● To do: What follows is a set of records; give them all back exactly.

● Provided records:
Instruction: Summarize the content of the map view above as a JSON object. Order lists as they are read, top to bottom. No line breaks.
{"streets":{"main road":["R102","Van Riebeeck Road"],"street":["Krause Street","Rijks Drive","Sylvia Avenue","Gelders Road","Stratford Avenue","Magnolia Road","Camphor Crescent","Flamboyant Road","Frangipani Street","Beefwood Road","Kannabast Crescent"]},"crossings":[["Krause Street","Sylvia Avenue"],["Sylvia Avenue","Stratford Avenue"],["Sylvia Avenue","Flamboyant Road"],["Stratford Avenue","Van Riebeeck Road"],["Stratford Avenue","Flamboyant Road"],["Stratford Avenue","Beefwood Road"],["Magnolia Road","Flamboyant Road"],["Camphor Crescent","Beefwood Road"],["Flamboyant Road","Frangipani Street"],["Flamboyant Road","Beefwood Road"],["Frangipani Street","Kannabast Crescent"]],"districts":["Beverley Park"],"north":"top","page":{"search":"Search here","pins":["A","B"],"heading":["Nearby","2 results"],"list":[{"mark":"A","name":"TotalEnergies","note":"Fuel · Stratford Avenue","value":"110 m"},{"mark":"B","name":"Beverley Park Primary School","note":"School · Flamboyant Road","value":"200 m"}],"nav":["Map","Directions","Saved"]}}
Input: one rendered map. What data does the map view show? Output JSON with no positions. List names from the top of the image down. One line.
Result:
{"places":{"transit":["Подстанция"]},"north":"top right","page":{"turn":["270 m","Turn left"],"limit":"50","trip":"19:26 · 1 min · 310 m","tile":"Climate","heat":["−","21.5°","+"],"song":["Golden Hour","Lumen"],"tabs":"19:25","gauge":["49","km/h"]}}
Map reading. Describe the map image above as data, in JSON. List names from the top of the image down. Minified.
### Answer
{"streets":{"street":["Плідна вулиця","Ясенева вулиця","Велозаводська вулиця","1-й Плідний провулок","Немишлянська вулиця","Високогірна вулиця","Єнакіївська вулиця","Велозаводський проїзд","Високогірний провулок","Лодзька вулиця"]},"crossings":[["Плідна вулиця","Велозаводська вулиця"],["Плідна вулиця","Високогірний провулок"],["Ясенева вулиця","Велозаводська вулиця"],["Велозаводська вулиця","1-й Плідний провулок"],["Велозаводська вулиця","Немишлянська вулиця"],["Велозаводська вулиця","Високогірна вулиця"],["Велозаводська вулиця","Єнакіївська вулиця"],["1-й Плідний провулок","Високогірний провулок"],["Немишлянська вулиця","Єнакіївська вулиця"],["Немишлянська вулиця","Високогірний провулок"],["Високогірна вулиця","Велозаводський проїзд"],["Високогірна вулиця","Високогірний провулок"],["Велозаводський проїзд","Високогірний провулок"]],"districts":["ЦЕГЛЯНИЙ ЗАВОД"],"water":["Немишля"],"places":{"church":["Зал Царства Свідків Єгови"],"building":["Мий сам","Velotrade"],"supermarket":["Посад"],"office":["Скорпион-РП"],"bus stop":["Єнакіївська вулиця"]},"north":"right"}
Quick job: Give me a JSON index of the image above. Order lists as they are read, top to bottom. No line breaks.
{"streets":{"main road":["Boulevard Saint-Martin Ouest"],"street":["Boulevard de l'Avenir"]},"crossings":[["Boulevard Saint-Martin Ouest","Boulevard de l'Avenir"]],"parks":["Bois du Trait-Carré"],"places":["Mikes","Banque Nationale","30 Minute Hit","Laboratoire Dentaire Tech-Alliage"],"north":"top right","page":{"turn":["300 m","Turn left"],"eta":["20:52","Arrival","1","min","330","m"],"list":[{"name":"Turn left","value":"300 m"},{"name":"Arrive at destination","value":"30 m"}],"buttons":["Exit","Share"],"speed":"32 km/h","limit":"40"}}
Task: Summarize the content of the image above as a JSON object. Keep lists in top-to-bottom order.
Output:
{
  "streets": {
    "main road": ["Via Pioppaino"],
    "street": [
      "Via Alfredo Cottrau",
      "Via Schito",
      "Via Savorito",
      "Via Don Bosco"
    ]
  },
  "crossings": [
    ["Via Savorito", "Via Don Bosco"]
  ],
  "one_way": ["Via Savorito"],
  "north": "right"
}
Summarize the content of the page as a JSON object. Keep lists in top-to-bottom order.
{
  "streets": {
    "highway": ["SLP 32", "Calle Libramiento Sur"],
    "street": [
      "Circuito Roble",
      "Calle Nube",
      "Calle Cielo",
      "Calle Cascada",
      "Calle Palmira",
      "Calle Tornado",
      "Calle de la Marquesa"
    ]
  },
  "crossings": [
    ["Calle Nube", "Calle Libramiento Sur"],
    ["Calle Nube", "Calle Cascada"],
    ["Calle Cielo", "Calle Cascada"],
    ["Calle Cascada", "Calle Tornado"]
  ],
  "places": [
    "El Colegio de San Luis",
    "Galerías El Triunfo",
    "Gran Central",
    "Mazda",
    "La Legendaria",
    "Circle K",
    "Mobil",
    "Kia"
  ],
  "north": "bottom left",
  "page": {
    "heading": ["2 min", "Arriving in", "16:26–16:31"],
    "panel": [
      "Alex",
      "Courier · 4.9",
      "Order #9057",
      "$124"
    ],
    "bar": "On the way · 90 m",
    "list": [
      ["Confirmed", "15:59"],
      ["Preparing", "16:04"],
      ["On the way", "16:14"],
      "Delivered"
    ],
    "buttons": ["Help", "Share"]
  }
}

● Your solution:
Instruction: Summarize the content of the map view above as a JSON object. Order lists as they are read, top to bottom. No line breaks.
{"streets":{"main road":["R102","Van Riebeeck Road"],"street":["Krause Street","Rijks Drive","Sylvia Avenue","Gelders Road","Stratford Avenue","Magnolia Road","Camphor Crescent","Flamboyant Road","Frangipani Street","Beefwood Road","Kannabast Crescent"]},"crossings":[["Krause Street","Sylvia Avenue"],["Sylvia Avenue","Stratford Avenue"],["Sylvia Avenue","Flamboyant Road"],["Stratford Avenue","Van Riebeeck Road"],["Stratford Avenue","Flamboyant Road"],["Stratford Avenue","Beefwood Road"],["Magnolia Road","Flamboyant Road"],["Camphor Crescent","Beefwood Road"],["Flamboyant Road","Frangipani Street"],["Flamboyant Road","Beefwood Road"],["Frangipani Street","Kannabast Crescent"]],"districts":["Beverley Park"],"north":"top","page":{"search":"Search here","pins":["A","B"],"heading":["Nearby","2 results"],"list":[{"mark":"A","name":"TotalEnergies","note":"Fuel · Stratford Avenue","value":"110 m"},{"mark":"B","name":"Beverley Park Primary School","note":"School · Flamboyant Road","value":"200 m"}],"nav":["Map","Directions","Saved"]}}
Input: one rendered map. What data does the map view show? Output JSON with no positions. List names from the top of the image down. One line.
Result:
{"places":{"transit":["Подстанция"]},"north":"top right","page":{"turn":["270 m","Turn left"],"limit":"50","trip":"19:26 · 1 min · 310 m","tile":"Climate","heat":["−","21.5°","+"],"song":["Golden Hour","Lumen"],"tabs":"19:25","gauge":["49","km/h"]}}
Map reading. Describe the map image above as data, in JSON. List names from the top of the image down. Minified.
### Answer
{"streets":{"street":["Плідна вулиця","Ясенева вулиця","Велозаводська вулиця","1-й Плідний провулок","Немишлянська вулиця","Високогірна вулиця","Єнакіївська вулиця","Велозаводський проїзд","Високогірний провулок","Лодзька вулиця"]},"crossings":[["Плідна вулиця","Велозаводська вулиця"],["Плідна вулиця","Високогірний провулок"],["Ясенева вулиця","Велозаводська вулиця"],["Велозаводська вулиця","1-й Плідний провулок"],["Велозаводська вулиця","Немишлянська вулиця"],["Велозаводська вулиця","Високогірна вулиця"],["Велозаводська вулиця","Єнакіївська вулиця"],["1-й Плідний провулок","Високогірний провулок"],["Немишлянська вулиця","Єнакіївська вулиця"],["Немишлянська вулиця","Високогірний провулок"],["Високогірна вулиця","Велозаводський проїзд"],["Високогірна вулиця","Високогірний провулок"],["Велозаводський проїзд","Високогірний провулок"]],"districts":["ЦЕГЛЯНИЙ ЗАВОД"],"water":["Немишля"],"places":{"church":["Зал Царства Свідків Єгови"],"building":["Мий сам","Velotrade"],"supermarket":["Посад"],"office":["Скорпион-РП"],"bus stop":["Єнакіївська вулиця"]},"north":"right"}
Quick job: Give me a JSON index of the image above. Order lists as they are read, top to bottom. No line breaks.
{"streets":{"main road":["Boulevard Saint-Martin Ouest"],"street":["Boulevard de l'Avenir"]},"crossings":[["Boulevard Saint-Martin Ouest","Boulevard de l'Avenir"]],"parks":["Bois du Trait-Carré"],"places":["Mikes","Banque Nationale","30 Minute Hit","Laboratoire Dentaire Tech-Alliage"],"north":"top right","page":{"turn":["300 m","Turn left"],"eta":["20:52","Arrival","1","min","330","m"],"list":[{"name":"Turn left","value":"300 m"},{"name":"Arrive at destination","value":"30 m"}],"buttons":["Exit","Share"],"speed":"32 km/h","limit":"40"}}
Task: Summarize the content of the image above as a JSON object. Keep lists in top-to-bottom order.
Output:
{
  "streets": {
    "main road": ["Via Pioppaino"],
    "street": [
      "Via Alfredo Cottrau",
      "Via Schito",
      "Via Savorito",
      "Via Don Bosco"
    ]
  },
  "crossings": [
    ["Via Savorito", "Via Don Bosco"]
  ],
  "one_way": ["Via Savorito"],
  "north": "right"
}
Summarize the content of the page as a JSON object. Keep lists in top-to-bottom order.
{
  "streets": {
    "highway": ["SLP 32", "Calle Libramiento Sur"],
    "street": [
      "Circuito Roble",
      "Calle Nube",
      "Calle Cielo",
      "Calle Cascada",
      "Calle Palmira",
      "Calle Tornado",
      "Calle de la Marquesa"
    ]
  },
  "crossings": [
    ["Calle Nube", "Calle Libramiento Sur"],
    ["Calle Nube", "Calle Cascada"],
    ["Calle Cielo", "Calle Cascada"],
    ["Calle Cascada", "Calle Tornado"]
  ],
  "places": [
    "El Colegio de San Luis",
    "Galerías El Triunfo",
    "Gran Central",
    "Mazda",
    "La Legendaria",
    "Circle K",
    "Mobil",
    "Kia"
  ],
  "north": "bottom left",
  "page": {
    "heading": ["2 min", "Arriving in", "16:26–16:31"],
    "panel": [
      "Alex",
      "Courier · 4.9",
      "Order #9057",
      "$124"
    ],
    "bar": "On the way · 90 m",
    "list": [
      ["Confirmed", "15:59"],
      ["Preparing", "16:04"],
      ["On the way", "16:14"],
      "Delivered"
    ],
    "buttons": ["Help", "Share"]
  }
}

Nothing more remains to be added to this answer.